The impact of medical bills can be felt across family budgets. In a survey conducted by the Kaiser Family Foundation and the New York Times, 35% of people reported that they could not pay for basic needs such as housing, food, or heat because of their medical bills, while 61% said the expenses made it harder to pay their other bills. The number of Americans who have problems paying their medical bills in a given year runs into the tens of millions. In fact, The Consumer Financial Protection Bureau once reported that medical debt is the biggest factor in negative credit reports.
In addition to many uninsured folks today and many low-income individuals who can’t afford comprehensive coverage, even people with health-care insurance coverage can face potentially devastating medical bills. Many individuals do not have sufficient financial resources to pay a mid- or high-range deductible, or large out-of-pocket maximum requirements, as these amounts have greatly increased over the years.
The costs of health-care in retirement will be astronomical for many individuals, especially as life expectancy increases. With the disappearance of employment-based retiree medical plans, individuals will need to save much more for their health-care costs in retirement. Even with the best efforts, individuals may not be able to save and have enough for their out-of-pocket medical expenses, either now or during their retirement.
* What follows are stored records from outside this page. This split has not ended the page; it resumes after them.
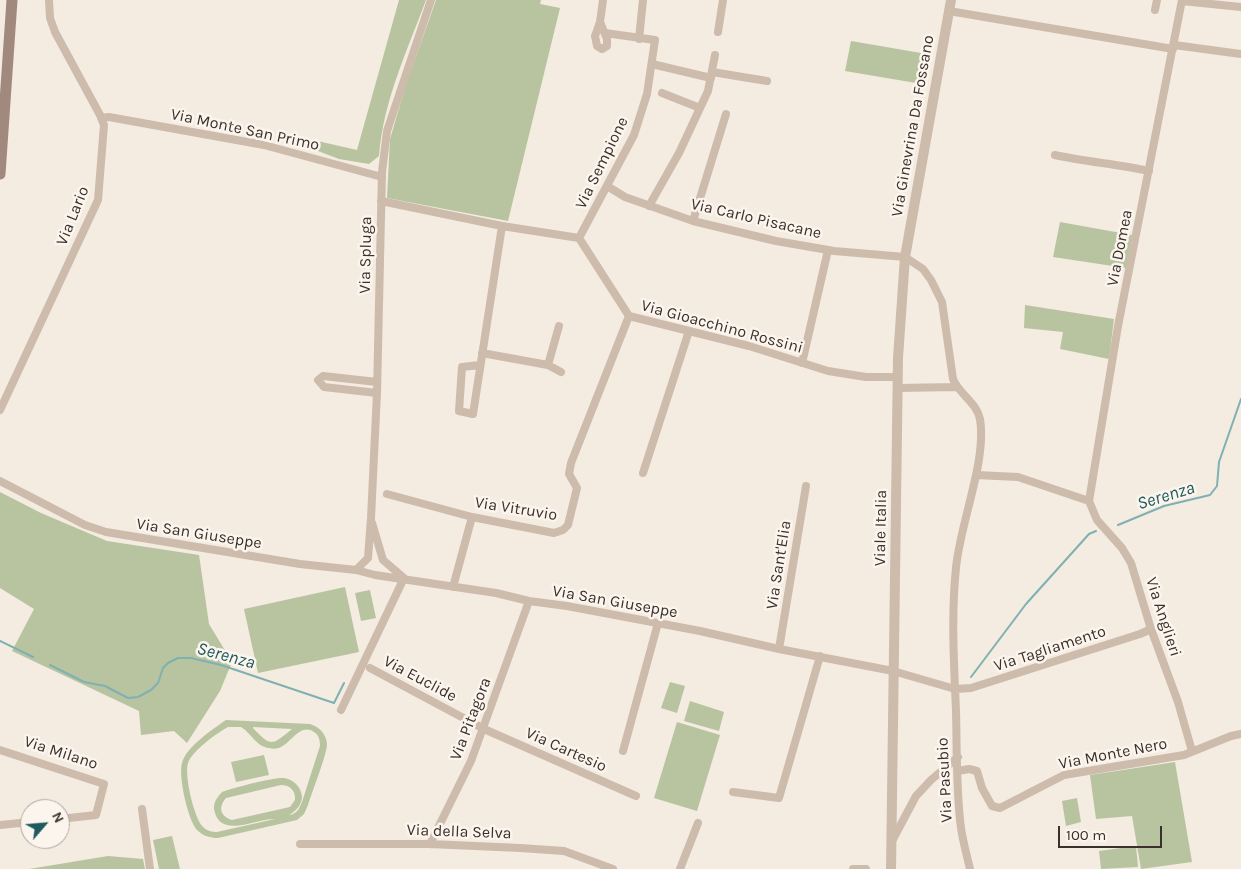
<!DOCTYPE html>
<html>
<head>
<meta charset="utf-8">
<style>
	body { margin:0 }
	#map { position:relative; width:1241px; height:869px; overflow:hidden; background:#f4ebe1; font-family:Karla,sans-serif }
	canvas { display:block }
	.north { position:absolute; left:20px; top:799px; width:50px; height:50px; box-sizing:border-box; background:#fbf5ee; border:1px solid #aea6a0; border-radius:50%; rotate:63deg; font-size:14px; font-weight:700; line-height:20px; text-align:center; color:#3b302b }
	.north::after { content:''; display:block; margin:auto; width:18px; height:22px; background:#1f5a5e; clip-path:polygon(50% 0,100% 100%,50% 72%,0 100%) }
	.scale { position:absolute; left:1058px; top:826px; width:104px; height:22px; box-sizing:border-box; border:2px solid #3b302b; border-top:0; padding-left:6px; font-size:15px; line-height:18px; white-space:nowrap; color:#3b302b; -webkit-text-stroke:4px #fbf5ee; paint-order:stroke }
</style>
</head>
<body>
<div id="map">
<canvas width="1241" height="869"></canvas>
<div class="north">N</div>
<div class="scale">100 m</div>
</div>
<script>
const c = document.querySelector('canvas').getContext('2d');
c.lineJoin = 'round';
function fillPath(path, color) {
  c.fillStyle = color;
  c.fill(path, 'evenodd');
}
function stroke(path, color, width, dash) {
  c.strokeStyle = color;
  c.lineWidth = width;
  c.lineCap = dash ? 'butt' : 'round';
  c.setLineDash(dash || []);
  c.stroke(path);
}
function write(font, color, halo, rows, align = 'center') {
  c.font = font + ' Karla,sans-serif';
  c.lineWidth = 5;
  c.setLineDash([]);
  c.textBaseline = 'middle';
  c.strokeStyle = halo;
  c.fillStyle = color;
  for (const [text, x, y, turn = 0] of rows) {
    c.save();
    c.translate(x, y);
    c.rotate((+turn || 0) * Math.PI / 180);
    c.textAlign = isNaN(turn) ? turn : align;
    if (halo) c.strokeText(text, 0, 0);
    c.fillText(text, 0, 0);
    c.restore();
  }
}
fillPath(new Path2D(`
	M 399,0 L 426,0 C 407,51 383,102 379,156 L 369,164 L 339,159 L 318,151 L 313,140 L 357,150 Z
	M 436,0 L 541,0 L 540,4 L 560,8 L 508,221 L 387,198 L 390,139 L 406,85 Z
	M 851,41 L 927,54 L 922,84 L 845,71 Z
	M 1060,222 L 1132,235 L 1126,268 L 1053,257 Z
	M 1025,305 L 1114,319 L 1109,359 L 1060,349 L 1063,332 L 1024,328 Z
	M 0,492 L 41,513 L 107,541 L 199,555 L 209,624 L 232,662 L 220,691 L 187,743 L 174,731 L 141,735 L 139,711 L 12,651 L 34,609 L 0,588 Z
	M 345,587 L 359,652 L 258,673 L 244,609 Z
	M 370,590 L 376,618 L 361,621 L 355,593 Z
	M 670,682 L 685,686 L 677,713 L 661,708 Z
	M 690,701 L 724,712 L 719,731 L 684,721 Z
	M 226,720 L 310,724 C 319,727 326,733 327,744 C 327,754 312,792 308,805 L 304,814 L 297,820 L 218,838 C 210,838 203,836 197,830 C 188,820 178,776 182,763 C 186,747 213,729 226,720 ZM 228,727 L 241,727 C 251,733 257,747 269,748 C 273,749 277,749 281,747 C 292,742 300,723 314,732 C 319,735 320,740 320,746 L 302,802 C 299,809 297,814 289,815 C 296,811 302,805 302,796 C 301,787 293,779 284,778 C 273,777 233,788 222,792 C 216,799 212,804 215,813 C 222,838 259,818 275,819 L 217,832 C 212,832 207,831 203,827 C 194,818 184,775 188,763 C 192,751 217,733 228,727 ZM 253,728 L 253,727 L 292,729 C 272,745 272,748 253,728 ZM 281,785 C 290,785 296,791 295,800 L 290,807 L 232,820 C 220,816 218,807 226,798 Z
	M 677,722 L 720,735 L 697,811 L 654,798 Z
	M 264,755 L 269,775 L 236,782 L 231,762 Z
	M 1175,762 L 1192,862 L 1141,869 L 1132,816 L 1096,819 L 1090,775 Z
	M 1077,798 L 1081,822 L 1066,826 L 1062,801 Z
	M 172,836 L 180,869 L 159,869 L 153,840 Z
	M 1136,846 L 1138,867 L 1101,869 L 1099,851 Z
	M 108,856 L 143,859 L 145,869 L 29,869 Z`), '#b8c4a0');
stroke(new Path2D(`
	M 1118,525 L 1164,506 L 1210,495 L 1217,486 L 1219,462 L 1241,399
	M 0,641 L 33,657
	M 50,665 L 84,682 L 105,686 L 128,698 L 138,697 L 151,690 L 158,683 L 163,668 L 168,663 L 178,658 L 191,658 L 221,665 L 334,703 L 344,683
	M 971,677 L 1026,604 L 1089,534 L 1096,531`), '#7fb0b2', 2);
stroke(new Path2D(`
	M 1182,0 L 1118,326 L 1089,501 L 1097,520 L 1122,548 L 1131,563 L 1151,629 L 1178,702 L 1192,751
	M 1182,1 L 1241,7
	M 1155,10 L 1157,0
	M 949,11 L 1173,49
	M 600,22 L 607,39 L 607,46 L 602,49 L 597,46 L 595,36 L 600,22 L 603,0
	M 718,32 L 723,0
	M 639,39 L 643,0
	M 1174,45 L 1241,54
	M 652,64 L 711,78
	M 712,72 L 767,81
	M 662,93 L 700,108
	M 101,118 L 109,117 L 264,145 L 382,177
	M 1055,155 C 1086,162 1118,164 1149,171
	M 607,186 L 625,197 L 693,221 L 776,241 L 834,251 L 905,257 L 923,269 L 931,280 L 942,302 L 953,379 C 959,394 977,403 980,419 C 987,461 960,523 956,568 C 951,615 954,664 956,711 C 957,750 956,790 961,828 C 963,842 967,856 970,869
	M 381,201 L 502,226 L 579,238
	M 649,206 L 679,153 L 708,91 L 715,55
	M 693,221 L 726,114
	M 579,238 L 629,316 L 749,346 L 828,371 L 866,377 L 898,377
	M 579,238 L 634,135 L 647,94 L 655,40 L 605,33
	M 482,353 L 548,365 L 559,326
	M 802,363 L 828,250
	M 480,365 L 462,367 L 459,411 L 473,414 L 502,226
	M 548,365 L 561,372
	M 898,388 L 956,387
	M 377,393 L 324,387 L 318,380 L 323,376 L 377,382
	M 0,410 L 98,200 L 104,125 L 100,115 L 55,32 L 50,18 L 49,0
	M 643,473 L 689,331
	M 976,475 L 1018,477 L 1089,501
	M 0,481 L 85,525 L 106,532 L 300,564 L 356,570 L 375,575 L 496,593 L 529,601 L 567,606 L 700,631 L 779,649 L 893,671 L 955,689 L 971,688 L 1140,634 L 1151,629
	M 387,494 L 472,517 L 554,533 L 563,530 L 568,525 L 577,488 L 569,474 L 571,463 L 629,316
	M 356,570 L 368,558 L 371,518 L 377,393 L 382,172 L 387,131 L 431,0
	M 453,587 L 472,517
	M 779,649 L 806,486
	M 370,668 L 484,729 L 636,796
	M 341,710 L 404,578 L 383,560 L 372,523
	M 0,750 L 104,784 L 96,815 L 60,819
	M 623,751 L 658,623
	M 958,771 L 969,769 L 977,771 L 982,788 L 992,806 L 1000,808 L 1064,775 L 1184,755 L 1231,736 L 1241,734
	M 733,792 L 779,798 L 820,656
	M 142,809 L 150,869
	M 0,825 L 30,822
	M 892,841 L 916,796 L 931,780 L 958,757
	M 300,844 L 430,844 L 520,848 L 564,851 L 613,869
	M 430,844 L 471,761 L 529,601
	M 680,869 L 698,823
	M 853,869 L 866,869`), '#cdbbac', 8);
stroke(new Path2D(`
	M 891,869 L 898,358 L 905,257 L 951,0`), '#cdbbac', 10);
stroke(new Path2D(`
	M 0,174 L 12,0`), '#a18a7d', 11);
write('16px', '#3b302b', '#fbf5ee', [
	["Via Ginevrina Da Fossano",913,126,-80],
	["Via Monte San Primo",245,130,12],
	["Via Sempione",602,163,-64],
	["Via Lario",73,216,-68],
	["Via Carlo Pisacane",756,219,13],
	["Via Domea",1120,248,-79],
	["Via Spluga",366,255,-89],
	["Via Gioacchino Rossini",722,327,15],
	["Via Vitruvio",516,509,9],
	["Viale Italia",881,528,-89],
	["Via San Giuseppe",199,534,9],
	["Via Sant'Elia",779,565,-81],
	["Via San Giuseppe",615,602,10],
	["Via Anglieri",1163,617,72],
	["Via Tagliamento",1050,649,-18],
	["Via Euclide",420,679,28],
	["Via Pitagora",471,719,-69],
	["Via Cartesio",566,750,24],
	["Via Milano",61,753,18],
	["Via Monte Nero",1113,754,-11],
	["Via Pasubio",945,780,-93],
	["Via della Selva",459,832,2]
]);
write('italic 18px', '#1f5a5e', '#fbf5ee', [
	["Serenza",1166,496,-17],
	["Serenza",226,656,15]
]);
</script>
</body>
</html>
The health-care industry has witnessed significant changes, challenges, and opportunities, and what the future will bring remains unclear. The future of health-care access, delivery, and costs in the U.S. remains uncertain, especially relative to the future life of the Affordable Care Act.
Whatever comes from the current health-care debate, unless concerted efforts are made to get at the underlying reasons why U.S. health-care is so expensive and attempt to address these issues, we will continue to see a lot of “cost-shifting,” and much anxiety for individuals, employers, insurance companies, hospitals, doctors, and all health-care providers, consumers, and industry stakeholders.
No matter the outcome of the federal health-care legislation, I would expect health-care costs to continue to be one of many American families’ most pressing financial problems.